Eines der Bewertungskriterien unserer Testkäufe ist, ob man die Kunden zum angefragten Produkt begleitet und den Artikel direkt zeigt – oder man man nur die Baumarkt-Methode anwendet und den Kunden in den "vorletzten Gang rechts" schickt und selber suchen lässt. Wir begleiten unsere Kunde eigentlich grundsätzlich zur angefragten Ware, dies ist auch eines der Dinge, die unsere Neulinge mit als erstes über die Arbeit bei uns im Laden lernen. "Eigentlich" heißt, dass es Ausnahmen gibt.

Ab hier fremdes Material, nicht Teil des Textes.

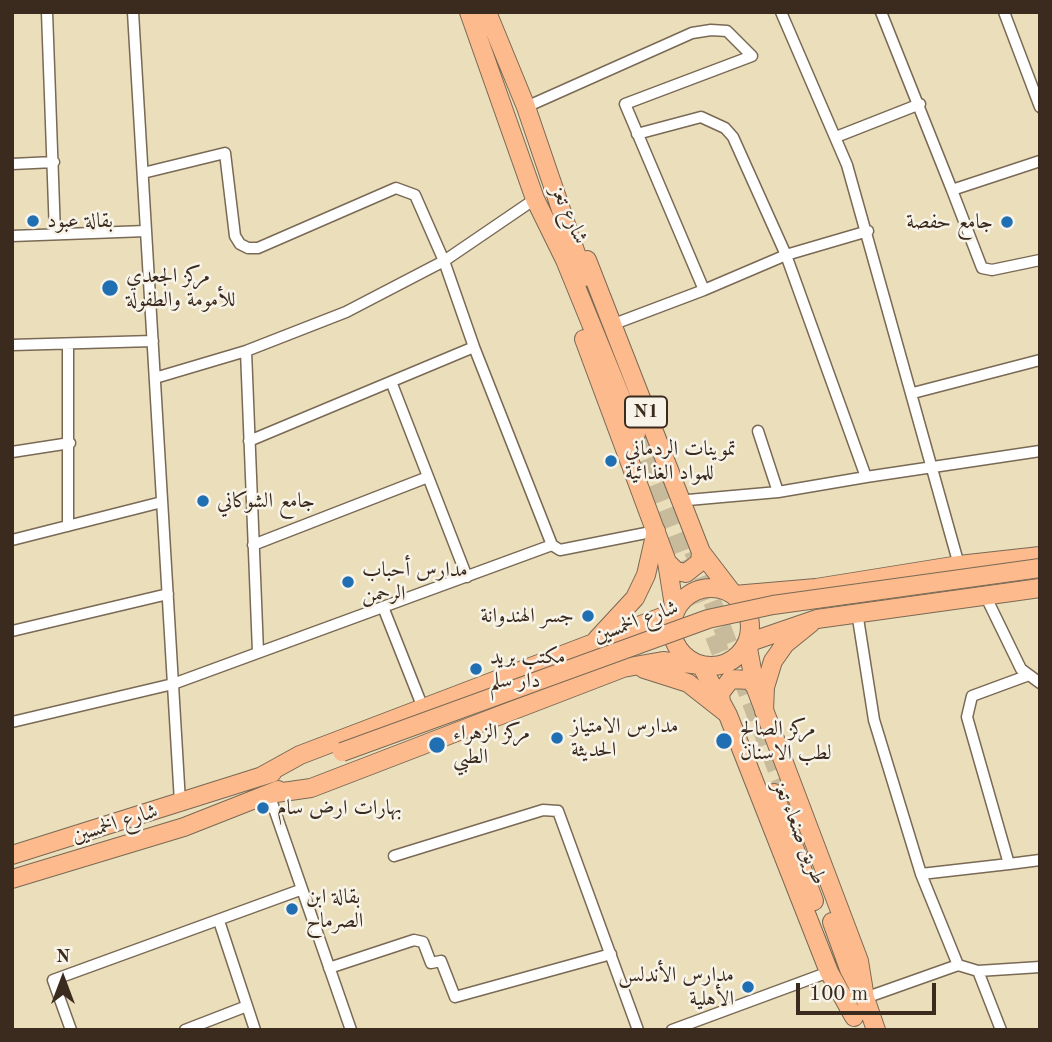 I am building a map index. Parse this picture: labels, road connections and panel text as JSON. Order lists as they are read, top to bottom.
{
  "streets": {
    "main road": [
      "شارع تعز",
      "N1",
      "شارع الخمسين",
      "طريق صنعاء تعز"
    ]
  },
  "crossings": [
    ["شارع تعز", "N1"],
    ["N1", "شارع الخمسين"],
    ["N1", "طريق صنعاء تعز"],
    ["شارع الخمسين", "طريق صنعاء تعز"]
  ],
  "places": [
    "بقالة عبود",
    "جامع حفصة",
    "مركز الجعدي للأمومة والطفولة",
    "تموينات الردماني للمواد الغذائية",
    "جامع الشوكاني",
    "مدارس أحباب الرحمن",
    "جسر الهندوانة",
    "مكتب بريد دار سلم",
    "مدارس الامتياز الحديثة",
    "مركز الصالح لطب الاسنان",
    "مركز الزهراء الطبي",
    "بهارات ارض سام",
    "بقالة ابن الصرماح",
    "مدارس الأندلس الأهلية"
  ],
  "scale_bar": "100 m",
  "north": "top"
}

Wenn wir sicher sind, dass der Kunde anhand der Wegbeschreibung die gewünschte Ware auch ohne unsere Begleitung finden wird, sparen wir uns manchmal den Weg. Das funktioniert natürlich nicht oft, aber wenn Aussagen wie "hier am Ende des Ganges, da läufst direkt drauf zu" schon zu einer "Ah, ich seh's schon"-Reaktion führen, muss man ja nicht extra mitlaufen.

Dann war da der Mann mittleren Alters, der die Kollegin nach Reis gefragt hat. Er stand dabei so, dass er das Reisregal genau hinter seinem Rücken hatte. Die Angesprochene lächelte: "Wenn Sie sich jetzt einmal nach hinten umdrehen, stehen Sie genau davor."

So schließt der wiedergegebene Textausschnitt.